--- Your task ---
Reproduce exactly the lines from the top of the records below through the line holding "padding:2px 8px; background:#fff;".

━━ Data extract ━━

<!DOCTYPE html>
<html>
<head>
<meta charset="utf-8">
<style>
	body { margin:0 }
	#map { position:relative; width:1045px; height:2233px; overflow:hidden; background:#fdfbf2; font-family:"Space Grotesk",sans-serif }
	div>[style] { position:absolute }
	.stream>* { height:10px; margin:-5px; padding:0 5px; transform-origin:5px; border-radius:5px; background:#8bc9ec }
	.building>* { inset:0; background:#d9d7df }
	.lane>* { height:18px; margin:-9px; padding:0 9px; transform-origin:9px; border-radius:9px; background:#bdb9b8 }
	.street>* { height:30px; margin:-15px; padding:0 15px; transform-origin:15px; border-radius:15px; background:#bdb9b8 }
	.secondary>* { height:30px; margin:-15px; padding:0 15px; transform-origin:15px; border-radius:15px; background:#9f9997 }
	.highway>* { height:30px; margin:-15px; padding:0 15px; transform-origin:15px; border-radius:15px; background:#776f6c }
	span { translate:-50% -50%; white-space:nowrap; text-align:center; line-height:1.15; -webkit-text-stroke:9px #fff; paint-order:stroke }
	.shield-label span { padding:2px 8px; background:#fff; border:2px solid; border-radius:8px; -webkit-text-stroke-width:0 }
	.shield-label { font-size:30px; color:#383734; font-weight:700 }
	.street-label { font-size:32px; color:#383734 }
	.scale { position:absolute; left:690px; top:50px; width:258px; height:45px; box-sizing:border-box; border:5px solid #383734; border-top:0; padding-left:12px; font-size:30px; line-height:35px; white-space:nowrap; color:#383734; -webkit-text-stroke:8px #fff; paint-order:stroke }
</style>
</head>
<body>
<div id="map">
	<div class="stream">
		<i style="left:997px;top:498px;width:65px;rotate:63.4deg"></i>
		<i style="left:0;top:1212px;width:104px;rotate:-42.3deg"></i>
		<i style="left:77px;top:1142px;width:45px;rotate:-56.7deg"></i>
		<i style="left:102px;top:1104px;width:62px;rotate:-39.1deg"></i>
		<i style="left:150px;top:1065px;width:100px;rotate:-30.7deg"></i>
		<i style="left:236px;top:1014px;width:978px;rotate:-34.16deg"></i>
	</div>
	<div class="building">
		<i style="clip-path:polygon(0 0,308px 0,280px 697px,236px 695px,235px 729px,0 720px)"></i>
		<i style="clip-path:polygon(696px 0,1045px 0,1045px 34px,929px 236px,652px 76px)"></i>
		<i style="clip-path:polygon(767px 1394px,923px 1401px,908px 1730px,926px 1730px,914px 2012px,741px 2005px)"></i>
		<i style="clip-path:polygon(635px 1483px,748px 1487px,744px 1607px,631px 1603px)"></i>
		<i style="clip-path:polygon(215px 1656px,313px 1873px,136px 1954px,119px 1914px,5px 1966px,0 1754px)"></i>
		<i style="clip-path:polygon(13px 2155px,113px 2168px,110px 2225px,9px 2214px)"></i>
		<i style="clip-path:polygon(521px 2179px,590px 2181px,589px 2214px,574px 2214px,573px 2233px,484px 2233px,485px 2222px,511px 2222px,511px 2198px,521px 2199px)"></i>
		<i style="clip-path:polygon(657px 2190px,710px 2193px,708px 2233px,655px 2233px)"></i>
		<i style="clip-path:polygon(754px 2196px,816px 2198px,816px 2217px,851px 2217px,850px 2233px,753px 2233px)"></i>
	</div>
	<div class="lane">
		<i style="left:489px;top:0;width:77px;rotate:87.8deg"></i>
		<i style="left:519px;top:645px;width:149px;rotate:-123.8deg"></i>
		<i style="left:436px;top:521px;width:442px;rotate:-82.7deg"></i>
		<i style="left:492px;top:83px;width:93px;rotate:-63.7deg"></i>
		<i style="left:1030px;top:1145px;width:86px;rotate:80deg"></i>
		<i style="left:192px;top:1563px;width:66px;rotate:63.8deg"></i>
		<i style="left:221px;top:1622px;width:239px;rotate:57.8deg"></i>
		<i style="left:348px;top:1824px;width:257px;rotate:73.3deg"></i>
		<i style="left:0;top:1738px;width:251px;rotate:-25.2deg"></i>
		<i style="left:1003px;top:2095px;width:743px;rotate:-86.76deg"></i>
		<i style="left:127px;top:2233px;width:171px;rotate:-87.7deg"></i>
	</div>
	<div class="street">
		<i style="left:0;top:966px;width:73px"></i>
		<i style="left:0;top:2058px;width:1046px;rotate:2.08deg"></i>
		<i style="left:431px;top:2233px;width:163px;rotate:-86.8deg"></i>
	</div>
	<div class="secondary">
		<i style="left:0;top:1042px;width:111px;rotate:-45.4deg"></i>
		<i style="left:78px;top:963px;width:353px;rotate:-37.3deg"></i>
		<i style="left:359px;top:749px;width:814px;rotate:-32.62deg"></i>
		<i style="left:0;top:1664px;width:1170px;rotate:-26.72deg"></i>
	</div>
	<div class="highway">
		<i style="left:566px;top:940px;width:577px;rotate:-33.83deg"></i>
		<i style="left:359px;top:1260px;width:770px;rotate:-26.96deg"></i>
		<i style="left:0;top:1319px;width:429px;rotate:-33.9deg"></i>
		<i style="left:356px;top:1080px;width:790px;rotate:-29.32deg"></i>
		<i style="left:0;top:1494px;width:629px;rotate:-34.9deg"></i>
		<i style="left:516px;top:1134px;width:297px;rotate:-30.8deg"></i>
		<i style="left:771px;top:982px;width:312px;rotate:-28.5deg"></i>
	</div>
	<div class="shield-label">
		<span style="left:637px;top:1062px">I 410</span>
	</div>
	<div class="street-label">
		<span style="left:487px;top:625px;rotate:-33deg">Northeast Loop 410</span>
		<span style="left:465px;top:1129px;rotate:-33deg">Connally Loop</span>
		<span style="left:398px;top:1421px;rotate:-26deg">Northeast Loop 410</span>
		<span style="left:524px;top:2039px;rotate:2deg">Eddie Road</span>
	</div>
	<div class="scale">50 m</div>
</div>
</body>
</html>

━━━

--- Answer to the problem ---
<!DOCTYPE html>
<html>
<head>
<meta charset="utf-8">
<style>
	body { margin:0 }
	#map { position:relative; width:1045px; height:2233px; overflow:hidden; background:#fdfbf2; font-family:"Space Grotesk",sans-serif }
	div>[style] { position:absolute }
	.stream>* { height:10px; margin:-5px; padding:0 5px; transform-origin:5px; border-radius:5px; background:#8bc9ec }
	.building>* { inset:0; background:#d9d7df }
	.lane>* { height:18px; margin:-9px; padding:0 9px; transform-origin:9px; border-radius:9px; background:#bdb9b8 }
	.street>* { height:30px; margin:-15px; padding:0 15px; transform-origin:15px; border-radius:15px; background:#bdb9b8 }
	.secondary>* { height:30px; margin:-15px; padding:0 15px; transform-origin:15px; border-radius:15px; background:#9f9997 }
	.highway>* { height:30px; margin:-15px; padding:0 15px; transform-origin:15px; border-radius:15px; background:#776f6c }
	span { translate:-50% -50%; white-space:nowrap; text-align:center; line-height:1.15; -webkit-text-stroke:9px #fff; paint-order:stroke }
	.shield-label span { padding:2px 8px; background:#fff; border:2px solid; border-radius:8px; -webkit-text-stroke-width:0 }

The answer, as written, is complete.